A prisoner’s wish: I’ll open a beauty parlor!
Her name was Ashraf Fadaii. She was born in 1960. Her sentence had ended in 1986, but the authorities were still keeping her in prison.
Her pretty face was a heavenly gate to her beautiful soul. She was a comrade and a lovely friend. I was her cellmate in 1982, in the ward 8 of Ghezel-Hesar prison (Karaj). Towards the end of that year she was transferred to solitary confinement in Gohardasht prison in Karaj.
Ashraf was a frequent of solitary confinement cells. She had the nick name “gypsy”, because of her agility and quickness. Like a gypsy, she was quick and had a great voice. Whenever Ashraf was kept in a solitary cell, she made sure to have a network system to keep all the cells informed of the news and incidents. She would invent a variety of ways to send every single piece of news and information to everyone. In the ward, she would Morse by knocking on the wall, clapping, throwing a slipper, sending shadows using her hand or a mirror. She would move messages through the vent or by putting notes in the restroom or by whistling. No one could match her speed in using the Morse code. The women guards in the prison envied her for all her attributes and above all her well-above-average intellect.
In 1988, I was in a hunger strike with Ashraf and 18 other PMOI women. As a result, I was transferred to a cell next to Ashraf. One day, I used the Morse code to call her to come close to the cell wall: “Gypsy, come over, I need to talk”. We talked about various things and then I asked her: “Imagine your prison time is over and you are freed. What would you do?”

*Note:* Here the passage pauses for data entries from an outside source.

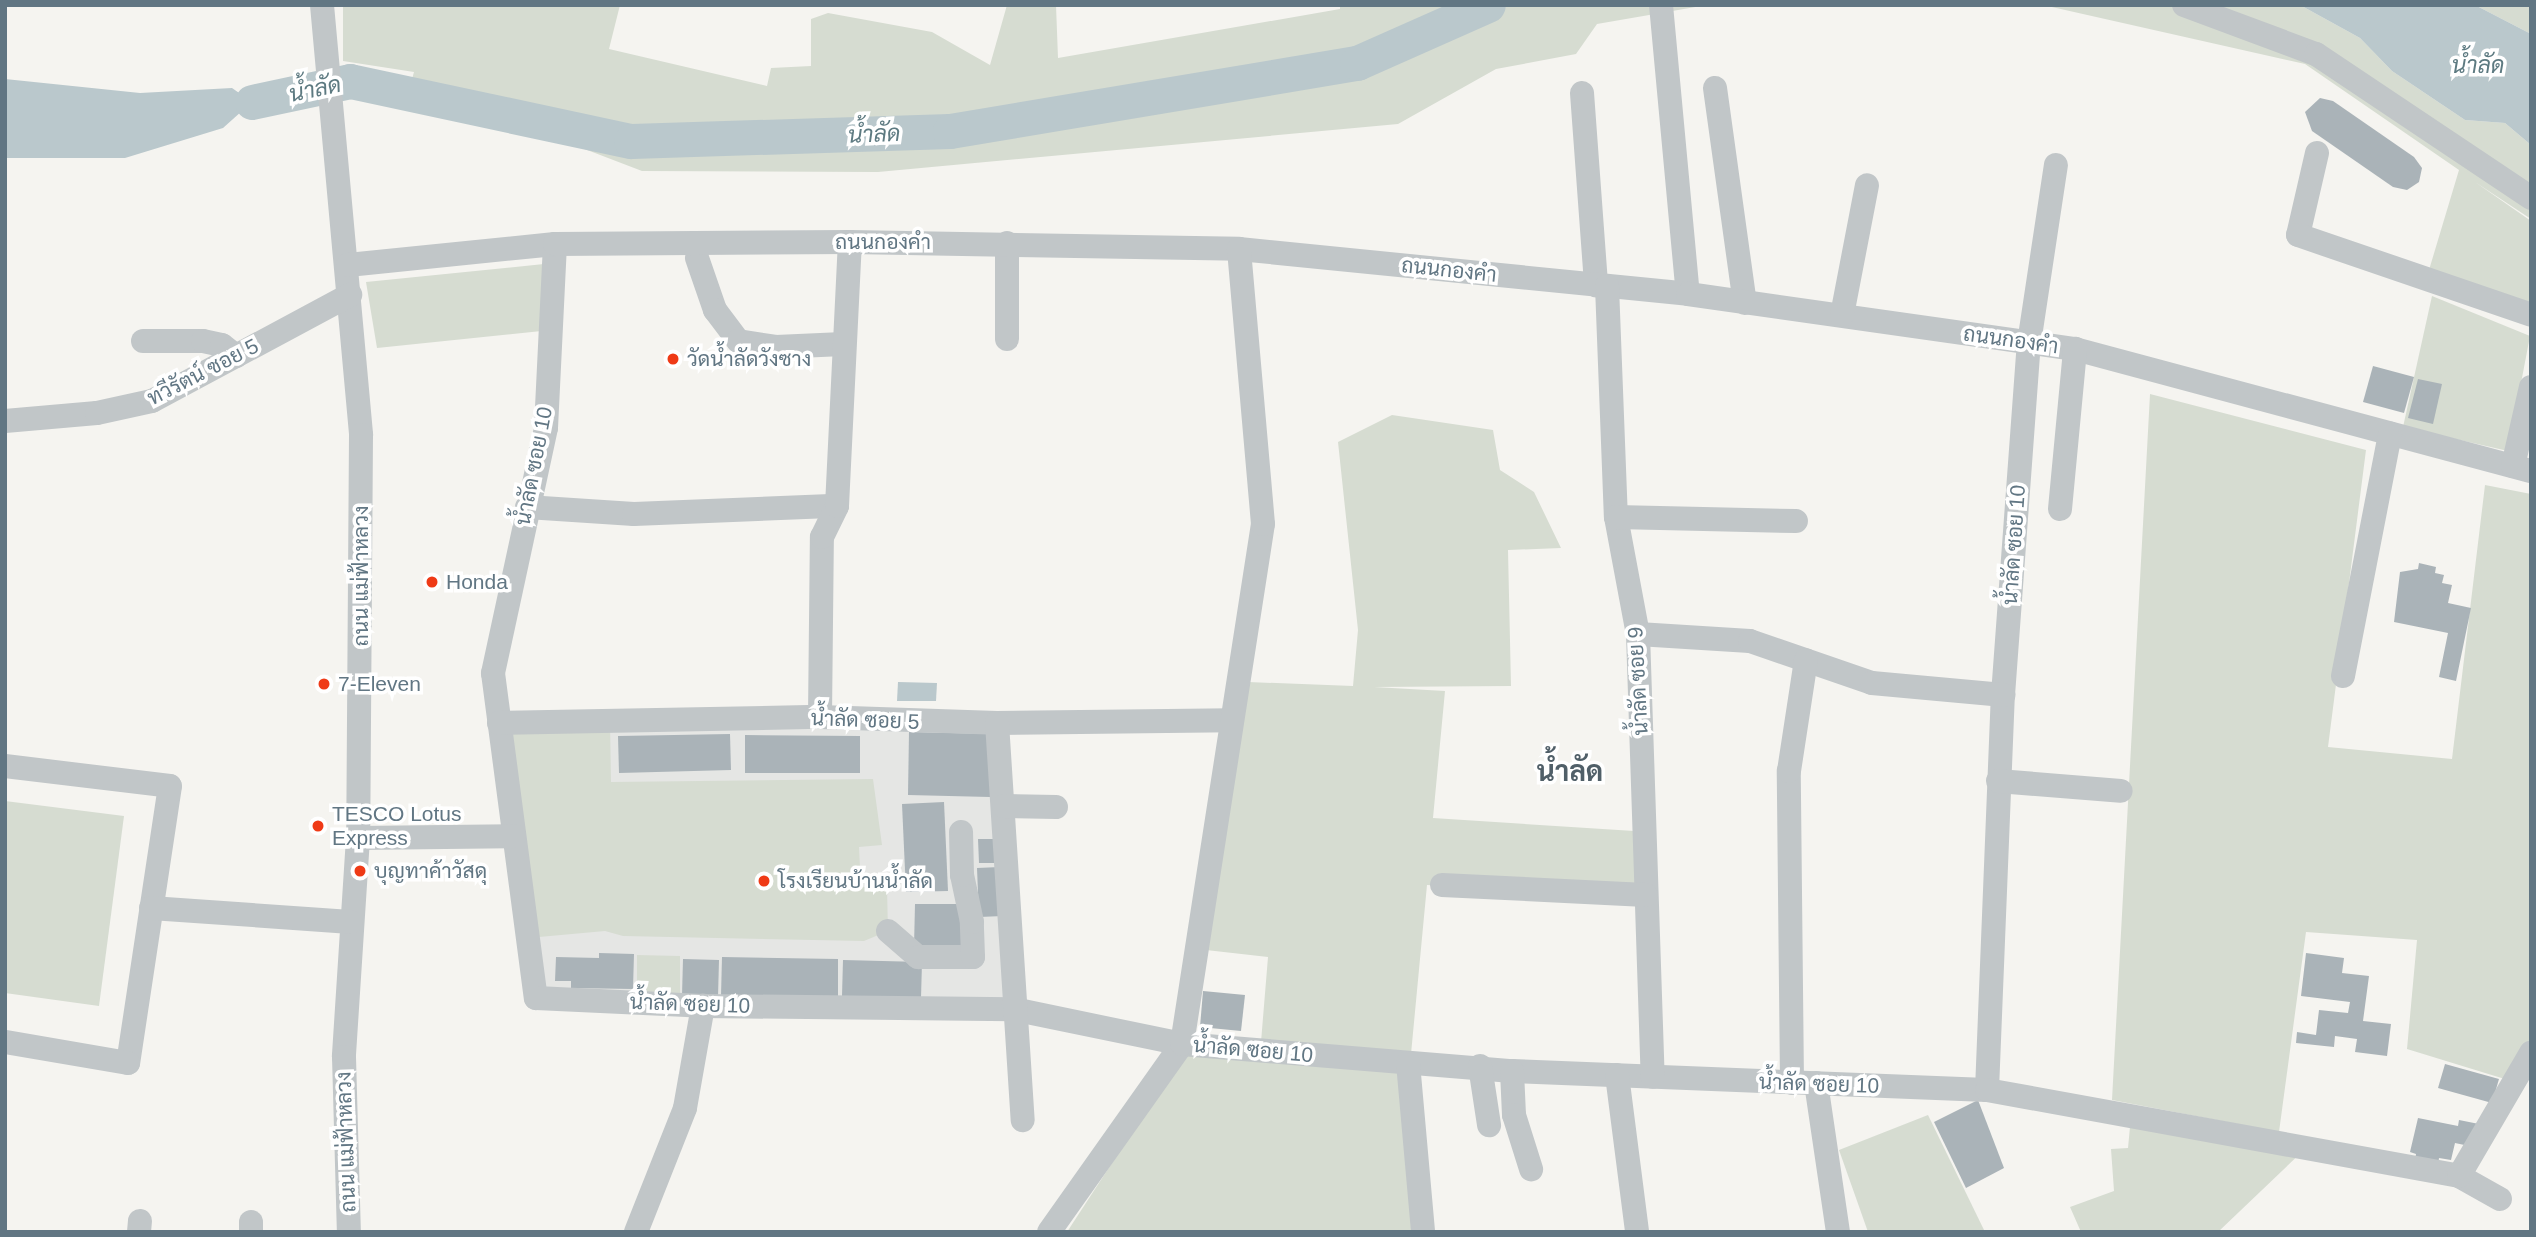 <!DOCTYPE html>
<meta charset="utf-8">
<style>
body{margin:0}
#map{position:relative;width:2536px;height:1237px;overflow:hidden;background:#f5f4f0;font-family:Helvetica,Sarabun,sans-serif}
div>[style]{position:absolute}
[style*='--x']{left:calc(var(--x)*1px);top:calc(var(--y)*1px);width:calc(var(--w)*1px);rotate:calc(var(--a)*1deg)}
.built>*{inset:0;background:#e5e6e4}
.green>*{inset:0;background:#d6dcd1}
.water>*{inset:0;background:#bac8cc}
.river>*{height:35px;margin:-17.5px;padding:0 17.5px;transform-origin:17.5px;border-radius:17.5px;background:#bac8cc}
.building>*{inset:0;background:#aab3b8}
.minor>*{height:24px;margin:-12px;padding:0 12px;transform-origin:12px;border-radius:12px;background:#c1c6c8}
.dots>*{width:19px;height:19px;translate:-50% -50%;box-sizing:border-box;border:4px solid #fff;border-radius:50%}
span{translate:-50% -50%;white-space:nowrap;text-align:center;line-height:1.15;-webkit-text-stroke:7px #fff;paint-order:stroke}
.street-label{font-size:21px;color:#617683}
.poi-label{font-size:21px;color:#617683}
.left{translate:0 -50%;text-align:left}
.water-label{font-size:23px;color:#5d7a81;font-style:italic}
.district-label{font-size:28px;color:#505f68;font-weight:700}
.frame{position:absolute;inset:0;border:7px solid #617683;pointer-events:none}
</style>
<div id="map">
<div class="built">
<div style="clip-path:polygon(499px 723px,997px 723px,1013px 1009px,536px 998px)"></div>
</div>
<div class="green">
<div style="clip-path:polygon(343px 5px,620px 5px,609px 49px,767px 86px,771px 68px,811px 66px,811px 19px,828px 13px,932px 32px,990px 65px,1007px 5px,1056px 5px,1058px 58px,1340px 9px,1340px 5px,1707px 5px,1597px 24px,1576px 54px,1496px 69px,1398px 124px,878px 172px,642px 171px,527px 127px,405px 104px,414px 72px,343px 61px)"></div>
<div style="clip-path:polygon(2043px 5px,2300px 5px,2360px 38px,2392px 71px,2465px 120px,2505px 123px,2531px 145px,2531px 219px,2475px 182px,2531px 221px,2531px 315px,2426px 280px,2459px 170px,2305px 64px)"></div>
<div style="clip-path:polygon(2475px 5px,2531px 5px,2531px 34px)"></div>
<div style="clip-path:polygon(544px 264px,551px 330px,377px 348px,366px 282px)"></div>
<div style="clip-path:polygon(2432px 296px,2530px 336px,2508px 451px,2403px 427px)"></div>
<div style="clip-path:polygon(2150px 394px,2366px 450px,2328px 747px,2452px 759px,2485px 485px,2531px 494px,2531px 1041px,2508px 1080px,2407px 1049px,2417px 940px,2306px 932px,2279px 1132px,2112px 1100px)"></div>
<div style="clip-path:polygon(1392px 415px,1493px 430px,1500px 470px,1534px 492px,1561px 548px,1508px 550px,1511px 686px,1374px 687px,1445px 691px,1433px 818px,1634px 831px,1638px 895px,1427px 885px,1411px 1054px,1261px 1042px,1268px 957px,1206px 950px,1248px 682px,1353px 686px,1358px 630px,1338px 442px)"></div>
<div style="clip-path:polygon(610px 721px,611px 782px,873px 779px,882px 845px,859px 847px,861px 887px,887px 888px,888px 931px,864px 941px,623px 936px,605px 931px,528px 938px,499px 723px)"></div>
<div style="clip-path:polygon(5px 801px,124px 816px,99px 1006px,5px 993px)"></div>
<div style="clip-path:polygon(637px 955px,680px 956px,680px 995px,637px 995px)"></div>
<div style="clip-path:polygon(1183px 1054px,1400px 1072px,1415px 1232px,1067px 1232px)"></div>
<div style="clip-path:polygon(1928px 1115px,1985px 1232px,1868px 1232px,1839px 1150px)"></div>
<div style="clip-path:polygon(2131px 1116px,2306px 1148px,2218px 1232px,2081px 1232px,2070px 1207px,2114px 1191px,2111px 1149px,2128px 1148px)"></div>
</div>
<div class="water">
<div style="clip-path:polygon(2300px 5px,2475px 5px,2531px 34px,2531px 145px,2505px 123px,2465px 120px,2392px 71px,2360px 38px)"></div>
<div style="clip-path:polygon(5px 79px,140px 93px,232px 88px,252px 102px,223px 128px,125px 158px,5px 158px)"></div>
<div style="clip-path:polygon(898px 682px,937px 683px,936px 701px,897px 701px)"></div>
</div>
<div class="river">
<div style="--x:252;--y:102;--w:100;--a:-12.1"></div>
<div style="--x:350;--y:81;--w:287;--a:12.1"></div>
<div style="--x:631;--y:141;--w:319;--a:-1.8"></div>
<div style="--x:950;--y:131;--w:413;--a:-9.5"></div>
<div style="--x:1357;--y:63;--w:143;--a:-23.9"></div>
</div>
<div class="building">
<div style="clip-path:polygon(2320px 98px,2333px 101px,2414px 157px,2422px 168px,2419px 182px,2407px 190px,2393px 187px,2312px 131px,2305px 112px)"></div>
<div style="clip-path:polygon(2373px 366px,2414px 377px,2404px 413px,2363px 402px)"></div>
<div style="clip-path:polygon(2418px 379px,2442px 384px,2433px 424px,2408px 418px)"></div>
<div style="clip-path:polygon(2419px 563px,2436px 567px,2435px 573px,2444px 575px,2442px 583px,2452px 585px,2448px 603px,2471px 608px,2456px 681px,2439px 677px,2448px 633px,2394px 622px,2400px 572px,2418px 569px)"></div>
<div style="clip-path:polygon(909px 732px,992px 734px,990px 797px,908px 795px)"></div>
<div style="clip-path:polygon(730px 734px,731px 770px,619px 773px,618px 736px)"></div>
<div style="clip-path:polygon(745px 735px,860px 736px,860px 773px,745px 773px)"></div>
<div style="clip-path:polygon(944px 802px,948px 891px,906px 892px,902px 804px)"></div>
<div style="clip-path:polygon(978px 839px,999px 839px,1000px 863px,979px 863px)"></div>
<div style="clip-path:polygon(1000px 867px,1003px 916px,979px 917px,977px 868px)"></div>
<div style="clip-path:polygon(915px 904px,964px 904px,964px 947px,914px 947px)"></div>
<div style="clip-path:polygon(599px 953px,634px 954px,633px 989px,571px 988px,571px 981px,555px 981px,556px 957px,599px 958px)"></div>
<div style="clip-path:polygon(2306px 953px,2344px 958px,2342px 973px,2369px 976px,2363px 1021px,2391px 1024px,2387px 1056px,2355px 1052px,2357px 1039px,2335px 1036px,2334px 1047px,2296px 1043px,2297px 1032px,2316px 1035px,2319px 1010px,2348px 1013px,2350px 1002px,2301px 996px)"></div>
<div style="clip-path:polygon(722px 957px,838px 959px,838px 999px,721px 996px)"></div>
<div style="clip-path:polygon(683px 959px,719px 960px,718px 997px,682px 996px)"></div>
<div style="clip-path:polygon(843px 960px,922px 962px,921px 998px,842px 996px)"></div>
<div style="clip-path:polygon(1203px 991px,1245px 995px,1241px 1031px,1200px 1027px)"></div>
<div style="clip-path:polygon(2445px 1064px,2499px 1079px,2492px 1103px,2438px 1088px)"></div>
<div style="clip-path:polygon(1978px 1100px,2004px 1168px,1966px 1188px,1934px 1122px)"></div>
<div style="clip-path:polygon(2418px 1118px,2458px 1126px,2459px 1120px,2479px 1124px,2474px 1147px,2455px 1143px,2451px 1160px,2439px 1158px,2438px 1165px,2415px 1160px,2416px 1154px,2410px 1152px)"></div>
</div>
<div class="minor">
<div style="--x:322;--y:5;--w:432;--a:84.8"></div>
<div style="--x:361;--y:435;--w:403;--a:90.4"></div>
<div style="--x:358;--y:838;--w:219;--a:93.7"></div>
<div style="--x:344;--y:1057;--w:175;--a:88.4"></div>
<div style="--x:1661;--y:5;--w:290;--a:84.7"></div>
<div style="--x:2184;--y:5;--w:141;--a:20.4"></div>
<div style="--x:2316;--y:54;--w:259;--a:33.8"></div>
<div style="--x:1715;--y:88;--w:217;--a:82.1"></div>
<div style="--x:1582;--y:93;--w:193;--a:85.8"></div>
<div style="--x:2317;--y:153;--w:84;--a:103"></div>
<div style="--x:2298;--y:235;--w:246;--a:18.9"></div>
<div style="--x:1007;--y:243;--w:96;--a:90"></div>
<div style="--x:555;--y:244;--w:184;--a:92.8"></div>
<div style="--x:546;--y:428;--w:251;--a:102.2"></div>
<div style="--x:493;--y:673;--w:328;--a:82.5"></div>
<div style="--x:536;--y:998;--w:167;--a:2.7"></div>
<div style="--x:703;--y:1006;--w:310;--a:0.6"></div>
<div style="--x:1013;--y:1009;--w:173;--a:11.7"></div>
<div style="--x:1182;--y:1044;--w:331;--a:4.7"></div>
<div style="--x:1512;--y:1071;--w:475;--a:2.3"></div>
<div style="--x:1987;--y:1090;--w:395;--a:-87.7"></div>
<div style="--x:2003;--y:695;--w:353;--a:-85.8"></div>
<div style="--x:2029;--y:343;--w:180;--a:-81.4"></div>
<div style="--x:697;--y:258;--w:55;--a:70.9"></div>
<div style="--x:715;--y:310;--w:39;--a:53"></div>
<div style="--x:738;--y:341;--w:38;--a:9"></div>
<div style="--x:776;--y:347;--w:67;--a:-2.6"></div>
<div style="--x:348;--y:265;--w:208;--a:-5.8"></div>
<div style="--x:555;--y:244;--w:295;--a:-0.4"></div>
<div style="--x:850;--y:242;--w:389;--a:1"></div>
<div style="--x:1239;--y:249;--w:451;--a:5.7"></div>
<div style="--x:1688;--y:294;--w:391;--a:8.1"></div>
<div style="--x:2075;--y:349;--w:472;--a:15"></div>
<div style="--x:1607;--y:286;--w:231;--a:87.8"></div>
<div style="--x:1616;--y:517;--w:119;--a:79.4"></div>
<div style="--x:1638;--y:634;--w:443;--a:88.1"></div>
<div style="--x:1842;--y:315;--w:132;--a:-79.1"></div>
<div style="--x:143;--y:341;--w:60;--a:0"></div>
<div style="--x:203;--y:341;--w:19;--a:12"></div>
<div style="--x:222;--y:345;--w:18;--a:38"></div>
<div style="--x:5;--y:421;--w:92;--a:-5"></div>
<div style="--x:97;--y:413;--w:56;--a:-12.3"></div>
<div style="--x:152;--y:401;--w:225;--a:-28.2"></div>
<div style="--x:2513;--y:466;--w:81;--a:-77.2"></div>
<div style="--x:527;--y:507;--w:107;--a:3.7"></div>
<div style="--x:634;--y:514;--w:203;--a:-2.3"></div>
<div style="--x:2060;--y:509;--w:161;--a:-84.6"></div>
<div style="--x:1616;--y:517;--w:180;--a:1.3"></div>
<div style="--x:1638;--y:634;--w:112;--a:3.6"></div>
<div style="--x:1750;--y:641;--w:129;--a:19"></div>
<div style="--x:1872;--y:683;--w:132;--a:5.2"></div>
<div style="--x:2343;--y:676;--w:247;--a:-79"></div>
<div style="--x:820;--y:717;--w:180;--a:-89.4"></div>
<div style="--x:822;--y:537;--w:34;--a:-64"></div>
<div style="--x:837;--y:506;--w:264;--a:-87.2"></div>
<div style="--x:499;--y:723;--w:321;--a:-1.1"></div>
<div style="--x:820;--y:717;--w:177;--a:1.9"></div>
<div style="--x:997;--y:723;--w:234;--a:-0.7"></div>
<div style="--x:997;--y:723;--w:398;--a:86.3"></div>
<div style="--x:5;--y:766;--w:166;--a:6.9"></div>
<div style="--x:170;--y:786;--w:280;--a:98.6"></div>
<div style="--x:128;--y:1063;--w:125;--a:-170.3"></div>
<div style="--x:1998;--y:781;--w:123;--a:4.6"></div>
<div style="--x:1004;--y:806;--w:52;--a:1.1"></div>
<div style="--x:358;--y:838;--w:156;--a:-0.7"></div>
<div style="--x:1442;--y:885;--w:204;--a:2.8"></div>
<div style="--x:151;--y:908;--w:200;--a:4"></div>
<div style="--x:888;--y:931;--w:40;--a:41"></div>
<div style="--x:918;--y:957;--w:55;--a:0"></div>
<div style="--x:973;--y:957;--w:35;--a:-92"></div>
<div style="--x:972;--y:922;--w:48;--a:-102"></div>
<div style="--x:962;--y:875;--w:43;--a:-91.3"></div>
<div style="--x:1408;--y:1063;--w:170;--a:84.9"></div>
<div style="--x:1480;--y:1066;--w:60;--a:81.3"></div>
<div style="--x:1512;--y:1071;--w:44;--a:87.4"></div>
<div style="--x:1514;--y:1115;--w:57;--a:72.5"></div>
<div style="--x:1617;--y:1075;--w:158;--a:82.7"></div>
<div style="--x:1792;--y:1083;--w:312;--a:-90.6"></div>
<div style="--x:1789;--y:771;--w:112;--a:-81.3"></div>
<div style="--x:1816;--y:1083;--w:151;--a:81.6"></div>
<div style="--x:1987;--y:1090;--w:480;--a:10.3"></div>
<div style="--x:2459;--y:1176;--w:47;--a:29.3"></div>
<div style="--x:2459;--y:1176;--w:143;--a:-59.7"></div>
<div style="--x:139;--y:1232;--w:11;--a:-85"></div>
<div style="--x:251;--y:1232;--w:10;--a:-90"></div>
<div style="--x:636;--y:1232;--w:133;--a:-68.4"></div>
<div style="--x:685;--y:1108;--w:104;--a:-80"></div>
<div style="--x:1049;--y:1232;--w:230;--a:-54.7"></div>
<div style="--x:1182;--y:1044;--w:526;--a:-81.15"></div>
<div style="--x:1263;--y:524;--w:276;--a:-95"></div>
</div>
<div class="dots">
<div style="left:673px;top:359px;background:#ef3a16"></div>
<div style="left:432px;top:582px;background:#ef3a16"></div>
<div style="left:324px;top:684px;background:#ef3a16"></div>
<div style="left:318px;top:826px;background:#ef3a16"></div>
<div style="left:360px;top:871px;background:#ef3a16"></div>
<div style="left:764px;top:881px;background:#ef3a16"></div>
</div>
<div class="street-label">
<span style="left:883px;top:242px">ถนนกองคำ</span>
<span style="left:1449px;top:270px;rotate:6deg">ถนนกองคำ</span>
<span style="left:2011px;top:340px;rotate:8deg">ถนนกองคำ</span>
<span style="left:203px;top:372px;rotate:-27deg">ทวีรัตน์ ซอย 5</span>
<span style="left:534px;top:466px;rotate:-79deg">น้ำลัด ซอย 10</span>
<span style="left:2014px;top:545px;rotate:-86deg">น้ำลัด ซอย 10</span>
<span style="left:361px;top:576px;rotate:-90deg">ถนน แม่ฟ้าหลวง</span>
<span style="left:1638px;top:681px;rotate:-93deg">น้ำลัด ซอย 9</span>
<span style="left:865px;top:720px;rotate:2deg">น้ำลัด ซอย 5</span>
<span style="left:690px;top:1004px;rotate:2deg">น้ำลัด ซอย 10</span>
<span style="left:1253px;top:1050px;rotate:5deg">น้ำลัด ซอย 10</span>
<span style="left:1819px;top:1084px;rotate:2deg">น้ำลัด ซอย 10</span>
<span style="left:346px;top:1142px;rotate:-92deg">ถนน แม่ฟ้าหลวง</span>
</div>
<div class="poi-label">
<span class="left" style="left:687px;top:359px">วัดน้ำลัดวังซาง</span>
<span class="left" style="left:446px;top:582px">Honda</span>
<span class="left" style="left:338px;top:684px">7-Eleven</span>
<span class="left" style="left:332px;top:826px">TESCO Lotus<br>Express</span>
<span class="left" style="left:374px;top:871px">บุญทาค้าวัสดุ</span>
<span class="left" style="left:778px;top:881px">โรงเรียนบ้านน้ำลัด</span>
</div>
<div class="water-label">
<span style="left:2478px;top:65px">น้ำลัด</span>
<span style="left:315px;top:89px;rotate:-12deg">น้ำลัด</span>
<span style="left:874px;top:134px;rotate:-2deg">น้ำลัด</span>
</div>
<div class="district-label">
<span style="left:1570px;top:772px">น้ำลัด</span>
</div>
<div class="frame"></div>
</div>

Ashraf paused a bit and then said: “They won’t let me go. But if they do one day, we should all join the National Liberation Army. This is our responsibility. If I did not have this responsibility, I would have really loved to open a salon, a beauty parlor. It should be in the poor districts of southern Tehran for schoolchildren. Everyday little girls would come to my beauty parlor. I would comb their hair, put a beautiful bow on their hair and would send them to school all clean and nice. I would comb the hair of little boys, put a bow on their collar, put some money in their pockets and would send them to school!”
She told me all her wishes in Morse code by knocking on the wall. Afterwards, we were both sitting in silence. I could imagine how she leaned her head to the wall, thinking about that shiny future. On this side of the wall, I envied her kindness and the beauty of her spirit.
We were transferred to the general ward from the solitary cells at the beginning of 1987.
In 1988, with direct order from Khomeini, the authorities started the massacre of political prisoners and specifically PMOI members and supporters. Every political prisoner went through a second trial and anyone still opposing the regime would be executed. Eventually more than 30,000 prisoners were executed in the summer of 1988.
Ashraf was among the first series who went to those mock trials. I saw her last, waiting behind the door of a revolutionary court in prison. I was sitting blindfolded behind the door of one of the courts, waiting to be called in, when suddenly the door was opened and a woman was pushed out among yells and kicks. When she hit the ground, I could recognize Ashraf, looking from under my blindfold. This was the last time I saw her.
During one of our last days in the solitary cells in 1987, I asked Ashraf: “What do you think they will do to us?” She replied: “I think they will kill us all. If they do that we will not be the losers. It will be the regime. Its murderous face will be exposed to the whole world.”
Ashraf was executed in the massacre of political prisoners in 1988. She had promised to herself and to God, to fight for freedom and for equality. Ashraf, the gypsy, was slain, but the wish that was typed on that cell wall with her Morse codes, was not only inscribed on that cell wall, but it is also carved in my heart forever.
I have promised myself to open several salons for children all over Iran, and name them “Gypsy’s Children Salon”, after Iran is freed from the mullahs’ regime. I would coif all poor children for free. All the orphans, homeless children, labor children, …they would all get free service everyday to go to their schools, study, and live a happy childhood.
One day we will fill Iran with “Gypsy Salons”!